**Instructions for the task:**
Restrict the output to the lines below starting at the one that contains "position:relative; width:1076px; height:1316px;" and ending at the one that contains "position:absolute; left:28px; top:28px;", and restate them word for word, both ends included.

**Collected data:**
※
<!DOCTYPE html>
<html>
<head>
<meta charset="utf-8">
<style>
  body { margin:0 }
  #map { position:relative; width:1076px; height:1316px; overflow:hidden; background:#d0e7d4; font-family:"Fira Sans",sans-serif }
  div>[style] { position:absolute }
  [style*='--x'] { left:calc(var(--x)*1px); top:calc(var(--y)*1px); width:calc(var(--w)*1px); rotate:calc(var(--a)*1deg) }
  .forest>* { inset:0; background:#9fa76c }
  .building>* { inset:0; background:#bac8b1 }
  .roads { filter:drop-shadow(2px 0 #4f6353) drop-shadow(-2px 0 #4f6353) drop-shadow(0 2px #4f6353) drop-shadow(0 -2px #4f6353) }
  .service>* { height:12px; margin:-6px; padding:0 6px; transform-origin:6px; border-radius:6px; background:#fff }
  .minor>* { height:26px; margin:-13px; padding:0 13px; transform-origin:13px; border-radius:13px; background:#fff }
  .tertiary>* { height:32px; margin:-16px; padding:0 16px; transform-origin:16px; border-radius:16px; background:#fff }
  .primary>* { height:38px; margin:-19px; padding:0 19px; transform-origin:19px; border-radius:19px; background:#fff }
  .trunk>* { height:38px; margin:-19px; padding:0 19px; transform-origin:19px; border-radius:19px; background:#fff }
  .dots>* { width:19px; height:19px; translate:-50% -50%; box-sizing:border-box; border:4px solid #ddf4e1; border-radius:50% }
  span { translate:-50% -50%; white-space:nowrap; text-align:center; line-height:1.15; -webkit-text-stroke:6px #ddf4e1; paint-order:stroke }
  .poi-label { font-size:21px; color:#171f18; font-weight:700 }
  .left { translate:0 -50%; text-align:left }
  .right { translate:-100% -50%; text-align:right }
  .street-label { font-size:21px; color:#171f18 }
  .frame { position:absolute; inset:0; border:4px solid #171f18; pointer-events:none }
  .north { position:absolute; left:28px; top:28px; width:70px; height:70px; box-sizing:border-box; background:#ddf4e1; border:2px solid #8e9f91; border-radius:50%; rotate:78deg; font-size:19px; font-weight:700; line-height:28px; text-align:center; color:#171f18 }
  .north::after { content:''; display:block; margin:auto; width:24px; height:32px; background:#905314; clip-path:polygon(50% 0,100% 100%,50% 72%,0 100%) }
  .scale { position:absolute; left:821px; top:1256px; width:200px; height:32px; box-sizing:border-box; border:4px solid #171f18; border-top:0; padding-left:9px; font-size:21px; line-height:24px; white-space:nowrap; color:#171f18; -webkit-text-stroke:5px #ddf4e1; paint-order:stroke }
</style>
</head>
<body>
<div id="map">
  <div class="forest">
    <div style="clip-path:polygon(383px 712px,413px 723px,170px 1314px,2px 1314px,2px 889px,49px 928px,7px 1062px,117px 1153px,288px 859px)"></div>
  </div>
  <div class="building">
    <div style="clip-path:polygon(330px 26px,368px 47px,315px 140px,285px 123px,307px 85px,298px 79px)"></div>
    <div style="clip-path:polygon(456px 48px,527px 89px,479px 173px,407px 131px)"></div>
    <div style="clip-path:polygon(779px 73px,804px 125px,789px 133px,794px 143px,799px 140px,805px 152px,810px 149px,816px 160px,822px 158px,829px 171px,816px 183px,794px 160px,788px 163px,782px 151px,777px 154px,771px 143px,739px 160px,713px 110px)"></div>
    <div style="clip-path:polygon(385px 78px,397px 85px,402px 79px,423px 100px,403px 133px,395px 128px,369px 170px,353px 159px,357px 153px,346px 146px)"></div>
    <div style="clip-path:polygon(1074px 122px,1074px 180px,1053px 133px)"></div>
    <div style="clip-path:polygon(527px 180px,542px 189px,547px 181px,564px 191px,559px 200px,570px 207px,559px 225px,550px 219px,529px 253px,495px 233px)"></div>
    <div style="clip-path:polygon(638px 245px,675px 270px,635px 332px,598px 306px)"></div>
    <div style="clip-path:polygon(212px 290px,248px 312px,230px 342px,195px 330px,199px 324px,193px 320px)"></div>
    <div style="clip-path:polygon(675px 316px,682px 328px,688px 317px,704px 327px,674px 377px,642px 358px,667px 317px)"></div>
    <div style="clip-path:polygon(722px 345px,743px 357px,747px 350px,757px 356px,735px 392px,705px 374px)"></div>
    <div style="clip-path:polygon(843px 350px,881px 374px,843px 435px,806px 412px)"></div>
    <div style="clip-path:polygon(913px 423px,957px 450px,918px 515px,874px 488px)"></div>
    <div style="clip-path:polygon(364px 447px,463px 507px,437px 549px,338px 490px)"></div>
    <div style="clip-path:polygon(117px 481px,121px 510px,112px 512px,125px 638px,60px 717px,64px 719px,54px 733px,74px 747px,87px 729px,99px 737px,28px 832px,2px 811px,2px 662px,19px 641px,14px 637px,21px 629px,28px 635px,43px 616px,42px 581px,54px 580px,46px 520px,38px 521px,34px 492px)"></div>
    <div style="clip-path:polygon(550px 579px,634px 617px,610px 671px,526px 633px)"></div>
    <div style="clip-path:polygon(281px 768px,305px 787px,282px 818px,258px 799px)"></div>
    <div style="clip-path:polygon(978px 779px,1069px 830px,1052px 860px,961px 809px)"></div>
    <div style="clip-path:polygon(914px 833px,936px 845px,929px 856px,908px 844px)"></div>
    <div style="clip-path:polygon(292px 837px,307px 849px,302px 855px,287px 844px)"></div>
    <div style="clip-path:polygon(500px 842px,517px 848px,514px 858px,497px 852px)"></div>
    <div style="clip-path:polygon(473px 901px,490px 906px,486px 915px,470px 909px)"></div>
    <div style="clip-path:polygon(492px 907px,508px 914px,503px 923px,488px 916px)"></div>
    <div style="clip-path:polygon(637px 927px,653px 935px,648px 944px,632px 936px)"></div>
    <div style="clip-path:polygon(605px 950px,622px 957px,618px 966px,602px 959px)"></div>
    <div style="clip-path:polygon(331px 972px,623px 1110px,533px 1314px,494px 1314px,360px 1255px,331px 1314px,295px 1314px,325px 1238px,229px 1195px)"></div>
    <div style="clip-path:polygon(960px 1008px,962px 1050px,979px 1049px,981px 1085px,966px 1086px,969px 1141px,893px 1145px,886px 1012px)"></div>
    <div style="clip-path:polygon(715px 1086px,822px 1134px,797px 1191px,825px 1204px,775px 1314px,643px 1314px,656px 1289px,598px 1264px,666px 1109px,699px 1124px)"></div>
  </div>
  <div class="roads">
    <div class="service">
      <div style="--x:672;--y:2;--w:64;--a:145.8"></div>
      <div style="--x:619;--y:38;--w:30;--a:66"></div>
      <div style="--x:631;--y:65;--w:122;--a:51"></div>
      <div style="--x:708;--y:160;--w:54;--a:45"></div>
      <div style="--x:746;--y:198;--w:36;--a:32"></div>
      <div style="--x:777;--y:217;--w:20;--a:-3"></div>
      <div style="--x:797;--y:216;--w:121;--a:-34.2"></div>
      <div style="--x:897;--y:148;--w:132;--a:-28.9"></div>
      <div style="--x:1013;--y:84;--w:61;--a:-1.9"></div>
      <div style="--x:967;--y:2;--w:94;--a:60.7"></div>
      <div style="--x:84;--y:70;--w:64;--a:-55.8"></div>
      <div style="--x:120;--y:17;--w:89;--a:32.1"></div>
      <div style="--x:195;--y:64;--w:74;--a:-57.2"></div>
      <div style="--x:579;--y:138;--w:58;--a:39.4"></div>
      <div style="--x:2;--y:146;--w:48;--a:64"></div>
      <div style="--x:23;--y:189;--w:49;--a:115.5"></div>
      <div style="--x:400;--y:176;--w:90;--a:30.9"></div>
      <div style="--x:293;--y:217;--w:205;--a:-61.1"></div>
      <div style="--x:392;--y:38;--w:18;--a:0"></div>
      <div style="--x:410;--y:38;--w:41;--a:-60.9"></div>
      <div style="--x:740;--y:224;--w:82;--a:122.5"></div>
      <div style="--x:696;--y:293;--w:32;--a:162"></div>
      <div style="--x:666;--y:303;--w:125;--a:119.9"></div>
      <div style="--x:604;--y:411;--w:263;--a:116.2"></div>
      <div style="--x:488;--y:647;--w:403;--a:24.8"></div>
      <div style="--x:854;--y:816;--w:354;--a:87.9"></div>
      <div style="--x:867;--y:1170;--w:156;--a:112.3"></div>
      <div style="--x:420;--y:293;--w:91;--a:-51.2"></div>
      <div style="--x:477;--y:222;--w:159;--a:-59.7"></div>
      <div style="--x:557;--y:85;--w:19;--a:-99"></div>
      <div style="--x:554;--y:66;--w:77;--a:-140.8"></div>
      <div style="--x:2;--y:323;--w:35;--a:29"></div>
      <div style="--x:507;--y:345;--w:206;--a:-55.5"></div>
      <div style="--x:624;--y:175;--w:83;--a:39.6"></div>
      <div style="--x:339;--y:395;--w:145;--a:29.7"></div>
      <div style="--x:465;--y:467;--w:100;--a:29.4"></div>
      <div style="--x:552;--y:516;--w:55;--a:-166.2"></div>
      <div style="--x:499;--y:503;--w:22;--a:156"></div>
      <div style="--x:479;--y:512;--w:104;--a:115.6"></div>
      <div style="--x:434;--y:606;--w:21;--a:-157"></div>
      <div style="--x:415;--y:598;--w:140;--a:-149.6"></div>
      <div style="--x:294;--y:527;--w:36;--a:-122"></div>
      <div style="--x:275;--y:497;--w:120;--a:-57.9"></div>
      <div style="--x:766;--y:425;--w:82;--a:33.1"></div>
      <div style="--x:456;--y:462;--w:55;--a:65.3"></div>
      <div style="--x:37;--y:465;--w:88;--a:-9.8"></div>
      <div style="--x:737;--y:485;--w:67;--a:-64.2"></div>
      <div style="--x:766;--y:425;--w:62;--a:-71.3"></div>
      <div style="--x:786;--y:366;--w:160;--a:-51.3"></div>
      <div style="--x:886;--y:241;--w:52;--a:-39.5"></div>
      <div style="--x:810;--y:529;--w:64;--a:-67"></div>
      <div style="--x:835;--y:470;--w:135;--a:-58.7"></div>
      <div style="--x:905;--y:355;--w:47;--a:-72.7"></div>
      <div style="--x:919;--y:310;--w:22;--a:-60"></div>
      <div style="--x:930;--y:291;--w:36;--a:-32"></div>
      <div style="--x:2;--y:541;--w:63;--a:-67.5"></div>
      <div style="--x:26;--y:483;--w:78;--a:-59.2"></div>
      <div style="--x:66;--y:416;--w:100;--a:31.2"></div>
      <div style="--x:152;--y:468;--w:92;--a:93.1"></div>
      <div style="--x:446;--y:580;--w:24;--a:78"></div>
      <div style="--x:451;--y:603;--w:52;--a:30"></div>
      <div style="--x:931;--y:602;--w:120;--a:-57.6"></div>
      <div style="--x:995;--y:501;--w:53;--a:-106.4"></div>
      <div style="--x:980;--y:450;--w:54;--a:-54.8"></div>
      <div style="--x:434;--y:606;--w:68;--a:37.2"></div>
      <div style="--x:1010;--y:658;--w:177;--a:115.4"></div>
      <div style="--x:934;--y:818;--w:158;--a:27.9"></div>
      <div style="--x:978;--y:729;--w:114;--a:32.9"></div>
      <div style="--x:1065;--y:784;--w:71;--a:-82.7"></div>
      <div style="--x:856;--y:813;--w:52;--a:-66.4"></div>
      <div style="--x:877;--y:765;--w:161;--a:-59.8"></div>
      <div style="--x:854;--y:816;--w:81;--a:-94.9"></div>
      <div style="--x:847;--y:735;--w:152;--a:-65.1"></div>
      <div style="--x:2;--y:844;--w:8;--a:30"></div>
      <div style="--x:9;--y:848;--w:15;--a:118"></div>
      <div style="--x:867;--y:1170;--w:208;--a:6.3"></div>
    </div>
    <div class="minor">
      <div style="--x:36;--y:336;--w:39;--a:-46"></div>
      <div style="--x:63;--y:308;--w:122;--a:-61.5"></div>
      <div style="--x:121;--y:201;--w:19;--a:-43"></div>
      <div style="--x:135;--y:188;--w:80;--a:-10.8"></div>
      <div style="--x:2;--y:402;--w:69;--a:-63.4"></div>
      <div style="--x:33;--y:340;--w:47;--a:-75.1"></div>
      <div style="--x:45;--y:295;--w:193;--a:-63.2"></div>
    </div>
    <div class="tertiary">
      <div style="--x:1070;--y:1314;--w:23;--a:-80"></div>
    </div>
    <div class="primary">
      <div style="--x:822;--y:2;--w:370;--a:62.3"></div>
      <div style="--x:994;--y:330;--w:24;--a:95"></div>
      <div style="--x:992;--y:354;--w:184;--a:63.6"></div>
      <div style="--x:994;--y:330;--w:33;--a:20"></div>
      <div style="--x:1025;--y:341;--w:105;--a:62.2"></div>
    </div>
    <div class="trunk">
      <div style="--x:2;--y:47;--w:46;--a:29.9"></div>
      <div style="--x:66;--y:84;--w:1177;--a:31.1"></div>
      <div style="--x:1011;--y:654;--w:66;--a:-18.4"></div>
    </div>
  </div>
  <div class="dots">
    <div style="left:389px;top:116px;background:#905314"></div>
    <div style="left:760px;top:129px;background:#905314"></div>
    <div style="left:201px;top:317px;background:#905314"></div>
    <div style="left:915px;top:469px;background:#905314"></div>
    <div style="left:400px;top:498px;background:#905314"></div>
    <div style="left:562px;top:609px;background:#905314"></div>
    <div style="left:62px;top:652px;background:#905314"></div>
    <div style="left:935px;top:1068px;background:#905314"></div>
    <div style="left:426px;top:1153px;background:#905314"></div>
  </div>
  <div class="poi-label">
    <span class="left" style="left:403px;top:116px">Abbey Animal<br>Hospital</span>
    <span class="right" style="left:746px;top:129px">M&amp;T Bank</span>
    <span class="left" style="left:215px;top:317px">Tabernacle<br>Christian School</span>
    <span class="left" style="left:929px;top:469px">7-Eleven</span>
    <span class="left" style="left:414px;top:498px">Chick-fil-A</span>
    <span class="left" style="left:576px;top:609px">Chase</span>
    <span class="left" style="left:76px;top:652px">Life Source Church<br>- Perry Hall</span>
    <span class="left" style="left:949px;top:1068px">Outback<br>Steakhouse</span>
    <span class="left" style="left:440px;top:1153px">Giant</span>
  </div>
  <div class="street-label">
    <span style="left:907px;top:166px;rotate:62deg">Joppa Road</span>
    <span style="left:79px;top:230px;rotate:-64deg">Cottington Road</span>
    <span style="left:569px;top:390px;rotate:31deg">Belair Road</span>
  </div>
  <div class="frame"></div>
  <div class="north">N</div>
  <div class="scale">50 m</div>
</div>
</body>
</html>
※
**Answer area:**
  #map { position:relative; width:1076px; height:1316px; overflow:hidden; background:#d0e7d4; font-family:"Fira Sans",sans-serif }
  div>[style] { position:absolute }
  [style*='--x'] { left:calc(var(--x)*1px); top:calc(var(--y)*1px); width:calc(var(--w)*1px); rotate:calc(var(--a)*1deg) }
  .forest>* { inset:0; background:#9fa76c }
  .building>* { inset:0; background:#bac8b1 }
  .roads { filter:drop-shadow(2px 0 #4f6353) drop-shadow(-2px 0 #4f6353) drop-shadow(0 2px #4f6353) drop-shadow(0 -2px #4f6353) }
  .service>* { height:12px; margin:-6px; padding:0 6px; transform-origin:6px; border-radius:6px; background:#fff }
  .minor>* { height:26px; margin:-13px; padding:0 13px; transform-origin:13px; border-radius:13px; background:#fff }
  .tertiary>* { height:32px; margin:-16px; padding:0 16px; transform-origin:16px; border-radius:16px; background:#fff }
  .primary>* { height:38px; margin:-19px; padding:0 19px; transform-origin:19px; border-radius:19px; background:#fff }
  .trunk>* { height:38px; margin:-19px; padding:0 19px; transform-origin:19px; border-radius:19px; background:#fff }
  .dots>* { width:19px; height:19px; translate:-50% -50%; box-sizing:border-box; border:4px solid #ddf4e1; border-radius:50% }
  span { translate:-50% -50%; white-space:nowrap; text-align:center; line-height:1.15; -webkit-text-stroke:6px #ddf4e1; paint-order:stroke }
  .poi-label { font-size:21px; color:#171f18; font-weight:700 }
  .left { translate:0 -50%; text-align:left }
  .right { translate:-100% -50%; text-align:right }
  .street-label { font-size:21px; color:#171f18 }
  .frame { position:absolute; inset:0; border:4px solid #171f18; pointer-events:none }
  .north { position:absolute; left:28px; top:28px; width:70px; height:70px; box-sizing:border-box; background:#ddf4e1; border:2px solid #8e9f91; border-radius:50%; rotate:78deg; font-size:19px; font-weight:700; line-height:28px; text-align:center; color:#171f18 }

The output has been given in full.